Spielerisch scheint Royal Quest den Hack n Slay-Weg eines Diablo einzuschlagen – oder sagen wir vorsichtshalber lieber: eines „Mythos“. Monstertotklicken in dreidimensionaler Iso-Perspektive und Item-Sammeln bilden den bewährten Kern des Online-Spiels – natürlich auch mit PvP, bei dem sich die Spieler fieserweise nach dem Bildschirmtod auch einen Teil der Ausrüstung gegenseitig mopsen können.

Über das Bezahlsystem schweigt sich 1C derzeit noch aus, wir rechnen aber mit dem landläufigen Free2Play-Schnickschnack.
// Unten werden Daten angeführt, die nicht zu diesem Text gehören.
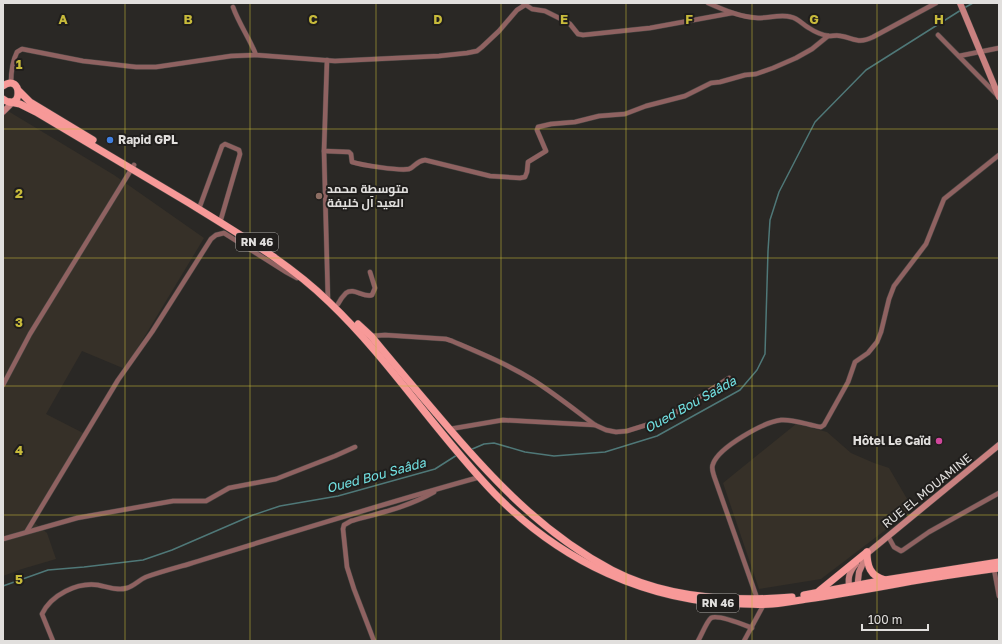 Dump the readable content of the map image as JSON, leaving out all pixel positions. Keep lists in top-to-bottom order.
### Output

Über die Story ist abseits gängiger Fantasy-Klischees inklusive einer Spielwelt mit dem üblichen Anfangsbuchstaben A noch nicht viel bekannt: In der Welt Aura liegt ihr als Magier, Techniker oder Alchemist im Clinch mit den Dunklen Alchemisten, die das wertvolle Mineral Elenium rauben wollen und dafür einen Krieg anzetteln.

Release: 2012
Ersteindruck: Gut-Befriedigend

Royal Quest - Offizieller Debut-Trailer

Ghost of Moscow: Death to Spies

Bisher schnitt der russische Hitman- bzw. Splinter-Cell-Verschnitt „Death to Spies“ in westlichen Kritiken eher verhalten ab – vielleicht auch, weil sich nur wenige mit dem russischen Helden identifizieren konnten, der als Spion die Nazis infiltrierte. Vermutlich deshalb versucht Entwickler Haggard Games mit Ghost of Moscow einen Neuanfang in der Zeit des Kalten Krieges.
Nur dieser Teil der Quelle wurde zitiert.